Dychtwald noted in a Journal of Consumer Marketing article that "we see a tremendous growth in the over-fifty-five population." She also pointed out a shrinking younger population. This is due to the fact that baby boomers had fewer children; more than one fourth had no children, and another fourth had only one. "In a real reversal of the status quo, there are now more Americans over the age of sixty-five than teenagers," Dychtwald stated. From a marketing standpoint, this means that the age group typically targeted by advertising, those from eighteen to thirty-four, is shrinking, while the group of affluent adults over fifty is expanding. Businesses need to be able to see this change of market.

Dychtwald emphasizes the importance of recognizing the needs of older adults and suggests that more products and services must be created to meet them. At the same time, she projects that the boomer generation won't even consider themselves to be seniors until they are about eighty, much older than the previous generations. They will be more active and healthy, often working well beyond traditional retirement age, and will have the largest disposable income of any group, which they will enjoy spending on themselves and their grandchildren.

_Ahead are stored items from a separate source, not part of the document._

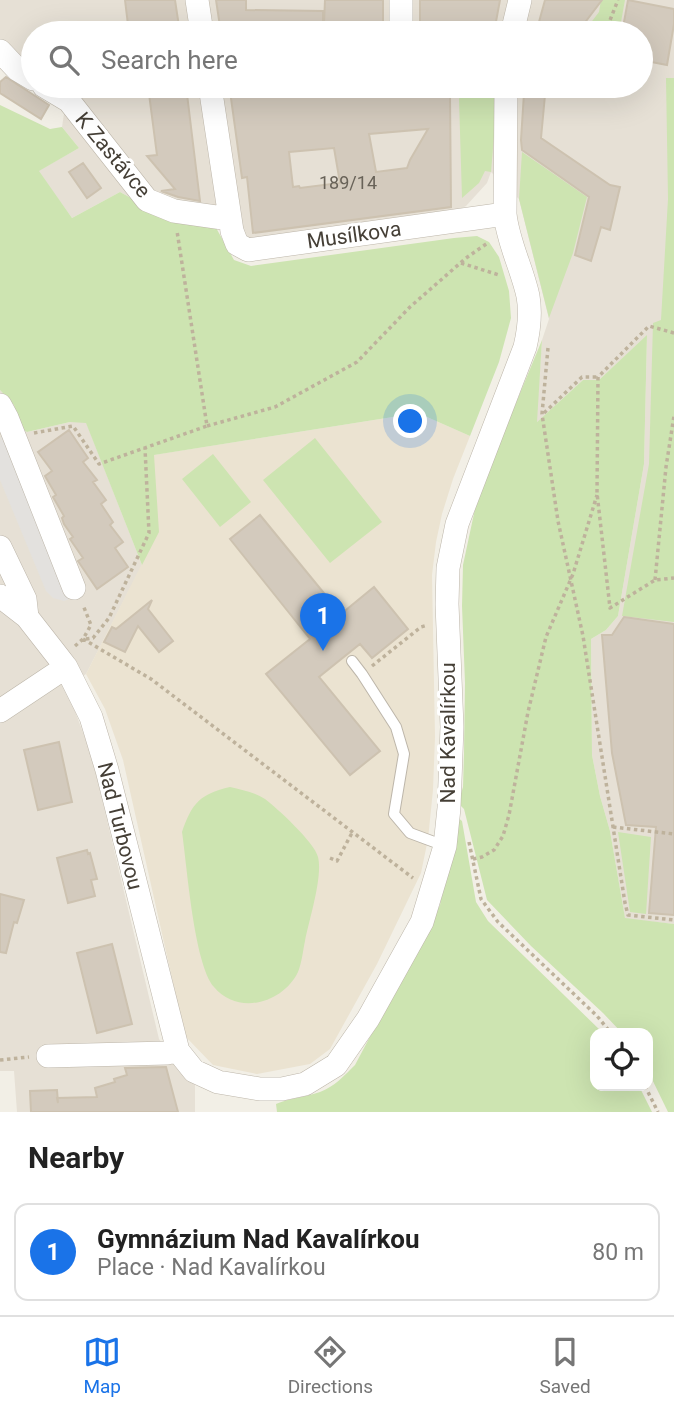 <!DOCTYPE html>
<html lang="en">
<head>
<meta charset="utf-8">
<style>
  body { margin:0; font-family:Roboto,sans-serif; background:#f6f6f6; color:#222 }
  .controls { position:absolute; right:21px; bottom:21px; display:grid; overflow:hidden; border-radius:14px; box-shadow:0 7px 28px #0002 }
  .controls button { width:63px; height:63px; display:grid; place-items:center; padding:0; border:0; border-bottom:2px solid #e0e0e0; background:#fff; color:#222; font:35px sans-serif }
  .you { position:absolute; left:411px; top:422px; width:24px; height:24px; margin:-18px; border:5px solid #fff; border-radius:50%; background:#1a73e8; box-shadow:0 0 0 10px #1a73e833 }
  .badge { display:grid; place-items:center; width:46px; height:46px; border-radius:50%; background:#1a73e8; color:#fff; font-size:23px; font-weight:700 }
  .pin { position:absolute; translate:-50% -58px; filter:drop-shadow(0 2px 4px #0008) }
  .pin::after { content:''; position:absolute; top:37px; width:24px; height:21px; background:inherit; clip-path:polygon(0 0,100% 0,50% 100%) }
  .list { margin:0; padding:0; list-style:none }
  h2 { display:flex; justify-content:space-between; align-items:center; height:91px; margin:0; padding:0 28px; font-size:30px }
  h2 small { font-size:23px; font-weight:400; color:#767676 }
  .list li { display:grid; grid-template-columns:46px 1fr auto; gap:21px; align-items:center; box-sizing:border-box; height:98px; margin:0 14px 14px; padding:0 14px; border:2px solid #e0e0e0; border-radius:14px }
  .list b { display:block; font-size:26px; white-space:nowrap }
  .list p { margin:0; font-size:23px; white-space:nowrap; color:#767676 }
  .list em { font-size:23px; font-style:normal; color:#767676 }
  .icon { flex:none; width:38px; height:38px; fill:none; stroke:currentColor; stroke-width:2; stroke-linecap:round; stroke-linejoin:round }
  .map { position:relative; flex:none; width:674px; height:1112px; overflow:hidden }
  .search { position:absolute; background:#fff; box-shadow:0 7px 28px #0002; left:21px; right:21px; top:21px; height:77px; display:flex; align-items:center; gap:18px; box-sizing:border-box; padding:0 24px; border-radius:38px; color:#767676; font-size:26px }
  .sheet { height:203px; background:#fff }
  nav { display:flex; justify-content:space-around; align-items:center; box-sizing:border-box; height:98px; border-top:2px solid #e0e0e0; background:#fff; font-size:19px; color:#767676 }
  nav a { display:grid; justify-items:center; gap:4px }
  nav .on { color:#1a73e8 }
  .map>svg:first-child { display:block }
  .residential { fill:#e6e0d5; fill-rule:evenodd }
  .education { fill:#ebe3d1 }
  .green { fill:#cde4b1 }
  .parking { fill:#e3e1de }
  .building { fill:#d3cabd; stroke:#cdc2b0; stroke-width:2; fill-rule:evenodd }
  .lines { fill:none; stroke-linecap:round; stroke-linejoin:round }
  .service-casing { stroke:#bdb6aa; stroke-width:12 }
  .minor-casing { stroke:#bdb6aa; stroke-width:24 }
  .path { stroke:#beb29c; stroke-width:3.5; stroke-dasharray:3.5 3.5; stroke-linecap:butt }
  .service { stroke:#fff; stroke-width:10 }
  .minor { stroke:#fff; stroke-width:23 }
  .labels { text-anchor:middle; stroke-width:6; stroke-linejoin:round; paint-order:stroke }
  .number-label { font-size:18px; fill:#686258 }
  .street-label { font-size:21px; fill:#453f36; stroke:#fff }
</style>
</head>
<body>
<div class="map">
<svg width="674" height="1112" viewBox="0 0 674 1112">
  <rect width="100%" height="100%" fill="#f2efe6"/>
  <path class="residential" d="M0,0H674V924L625,919L610,831L600,796L592,755L591,639L606,630L618,616L644,464L647,336L599,380H583L536,423L542,340L549,319L519,199L491,172L487,183L466,206L451,213L239,241L215,226L202,220L166,214L151,209L120,192L72,218L38,171L79,148L62,127L65,107L10,70L0,60ZM33,33H641V86H33Z
    M0,390L14,405L20,428L27,432L70,422H86L142,565L86,674L66,687L92,757L159,1039L182,1074L195,1085V1112H17L14,1071H0Z"/>
  <path class="education" d="M418,413L470,436L453,479L442,514L436,542L432,575L435,737L433,790L428,839L421,873L377,964L330,1049L310,1064L257,1074L213,1065L185,1036L123,760L105,709L86,674L158,532L153,455Z"/>
  <path class="green" d="M601,0H625L619,33H583L599,12Z
    M666,78H674V622L622,616L649,464L653,323L661,320L668,199Z
    M467,86H497L498,89L491,172L485,171L479,183L462,198L459,99L461,92Z
    M0,105L50,129L62,127L79,148L39,171L72,218L120,192L151,209L215,226L234,260L251,266L454,238L477,236L489,242L499,257L509,291L511,318L499,362L470,436L418,413L154,455L159,532L142,565L86,423L70,422L27,432L20,428L14,405L0,390Z
    M522,152L587,197L573,253L549,318L519,199Z
    M647,335L644,464L618,616L606,630L591,639L592,755L600,796L610,831L625,918L674,924V1112H668L648,1071V1033H622L603,1013L531,946L487,900L464,809L458,803L463,787L464,753L465,683L462,606L463,565L478,495L542,340L537,422L583,380H599Z
    M315,438L382,522L330,563L263,480Z
    M213,454L251,502L220,527L182,479Z
    M230,787C242,790 255,792 265,799C277,808 315,843 318,857C323,877 309,920 305,941C303,950 302,962 298,972C283,1003 238,1016 214,987C194,964 187,866 182,832C192,803 200,794 230,787Z
    M456,816L462,821L476,902L488,921L603,1033H595V1086H639L652,1112H277L276,1104C290,1098 305,1097 320,1092C334,1087 345,1075 355,1065L440,905Z
    M618,832L651,837L646,914L630,912Z"/>
  <path class="parking" d="M2,431L73,598L64,601L53,598L46,591L0,480V442Z"/>
  <path class="building" d="M125,0H175L180,33H129Z
    M216,0H246V10L323,11V33H221Z
    M325,0H383V31H354V24H324Z
    M420,0H500L495,27L491,31L481,33H420Z
    M545,0H602L577,33H536Z
    M628,0L674,9V24L667,65L641,60V33H622Z
    M6,77L49,105L41,119L0,93V82Z
    M148,86H186L200,201L178,197L161,191L175,189L147,156L157,155Z
    M323,86V90H445L450,94L451,207L253,233L247,177L242,178L230,91L287,90V87ZM428,129L410,160L407,168L376,172L369,134ZM334,148L340,183L300,188L299,186L293,187L289,152Z
    M524,93L545,95L541,138L610,185L620,187L610,230L601,227L591,261L575,255L589,197L522,150L521,140Z
    M83,163L101,188L87,198L69,172Z
    M69,430L88,458L83,462L97,480L93,482L106,500L101,504L113,522L110,525L123,542L115,548L128,567L97,589L80,564L78,561L83,558L70,539L73,537L64,524L62,518L64,516L53,497L56,495L45,476L52,471L38,452Z
    M260,515L341,614L374,587L408,629L372,658L360,644L319,677L380,751L350,775L266,674L310,639L230,539Z
    M152,600L148,609L173,641L159,652L138,626L125,652L104,642L112,627L116,629Z
    M624,617L674,624V915L649,913L656,827L626,825L612,753L602,635H612Z
    M59,742L72,802L38,810L24,750Z
    M87,850L88,854L90,853L97,879L91,880L95,896L68,903L57,858Z
    M0,894L24,900L17,923L14,922L6,953L0,952Z
    M112,944L132,1024L97,1033L77,953Z
    M166,1067L178,1112H31L30,1091L57,1090L58,1103L57,1098L97,1097L95,1088L115,1082L114,1079L127,1075L125,1068Z"/>
  <g class="lines">
    <g class="service-casing">
      <path id="service" d="M352,661L362,674L396,727L404,754L394,814L410,833L445,846"/>
    </g>
    <g class="minor-casing">
      <path id="minor" d="M197,0L202,33
        M401,0V33
        M512,33L520,0
        M0,51L18,70L33,79
        M44,86L69,101L147,200L174,211L230,219
        M210,86L232,231L237,244L248,250L505,214
        M0,405L7,418L74,588
        M0,547L25,599L27,617
        M0,596L27,617L59,658L66,667L91,717L107,770L178,1051L194,1071L218,1082L260,1089H282L305,1084L336,1065L368,1019L422,922L445,846L449,808L452,727L447,604L448,568L457,524L525,347C529,330 531,313 528,296C522,268 508,243 505,214L506,86
        M0,711L66,667
        M48,1056L167,1053L178,1051"/>
    </g>
    <path class="path" d="M605,33L618,0
      M461,263L499,275
      M674,333L649,326L598,377L597,493L610,608L655,580L674,578
      M548,348L542,414L558,521L583,636L625,903L628,915L674,920
      M544,413L582,377H598
      M207,426L275,407L357,362L410,307L466,258L489,242
      M34,433L73,426L99,464L207,426L177,231
      M655,580L666,467L674,416
      M83,639L151,679L413,878
      M86,639L93,638L109,618L149,533L145,448
      M75,646L83,639L91,625L83,605
      M372,666L421,627L428,625
      M613,827L674,834
      M469,842L481,899L498,922L597,1016L611,1033
      M330,858L337,861L353,831
      M473,859L482,857L494,850L503,836L509,815L528,712L546,637L573,574L597,495
      M0,1060L29,1057
      M645,1086L658,1112"/>
    <use href="#service" class="service"/>
    <use href="#minor" class="minor"/>
  </g>
  <g class="labels">
    <g class="number-label">
      <text x="348" y="189">189/14</text>
    </g>
    <g class="street-label">
      <text transform="translate(113 155) rotate(50)" y="7">K Zastávce</text>
      <text transform="translate(354 235) rotate(-8)" y="7">Musílkova</text>
      <text transform="translate(448 733) rotate(-90)" y="7">Nad Kavalírkou</text>
      <text transform="translate(120 826) rotate(76)" y="7">Nad Turbovou</text>
    </g>
  </g>
</svg>
<div class="controls">
<button><svg class="icon" aria-label="locate" viewBox="0 0 24 24"><circle cx="12" cy="12" r="6"/><path d="M12 2v4M12 18v4M2 12h4M18 12h4"/></svg></button>
</div>
<div class="you"></div>
<div class="pin badge" style="left:323px;top:651px">1</div>
<div class="search"><svg class="icon" aria-label="search" viewBox="0 0 24 24"><circle cx="10" cy="10" r="6"/><path d="M15 15l6 6"/></svg>Search here</div>
</div>
<section class="sheet">
<h2>Nearby<small></small></h2>
<ul class="list">
<li><span class="badge">1</span><div><b>Gymnázium Nad Kavalírkou</b><p>Place · Nad Kavalírkou</p></div><em>80 m</em></li>
</ul>
</section>
<nav>
<a class="on"><svg class="icon" aria-label="map" viewBox="0 0 24 24"><path d="M3 6l6-2 6 2 6-2v14l-6 2-6-2-6 2zM9 4v14M15 6v14"/></svg>Map</a>
<a><svg class="icon" aria-label="directions" viewBox="0 0 24 24"><path d="M12 3l9 9-9 9-9-9zM9 14v-3h6M13 9l2 2-2 2"/></svg>Directions</a>
<a><svg class="icon" aria-label="saved" viewBox="0 0 24 24"><path d="M7 4h10v16l-5-4-5 4z"/></svg>Saved</a>
</nav>
</body>
</html>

She felt gerontophobia is most destructive "in the media, which is so youth-obsessed, in marketing, which often portrays old people negatively, and in the workplace, where many young and usually well-meaning managers hold a variety of misconceptions about productivity and aging." Dychtwald said that age prejudice is not fact-based, and named a number of high achievers of later years, including Johann Wolfgang von Goethe, who finished Faust after the age of eighty, and Michelangelo Buonarrati, who was appointed chief architect of St. Peter's Cathedral in Rome when he was seventy-one.

In Dychtwald's Cycles: How We Will Live, Work, and Buy, she says that people are now living their lives according to cycles, rather than age. These cycles include people remarrying, having children, changing careers, and returning to work at much later ages than have previous generations. A Publishers Weekly reviewer believed that many of her observations have been well-known for many years, rendering the book "already behind the times itself."

Cecil Johnson reviewed Cycles for SiliconValley.com, saying that "the influence of baby boomers in pioneering lifestyle changes is one of the dominant themes of Dychtwald's treatise. She traces their effect upon society from youth through adulthood and to approaching senior citizenship.… It is that cyclic, as opposed to linear, approach to living that Dychtwald perceives to be the new wave."

BIOGRAPHICAL AND CRITICAL SOURCES:

PERIODICALS

Discount Store News, June 5, 1995, "A Generation Comes of Age," p. 22.

Journal of Consumer Marketing, fall-winter, 1997, Maddy Kent Dychtwald, "Marketplace 2000: Riding the Wave of Population Change," pp. 271-275.

Publishers Weekly, October 2, 2002, review of Cycles: How We Will Live, Work, and Buy.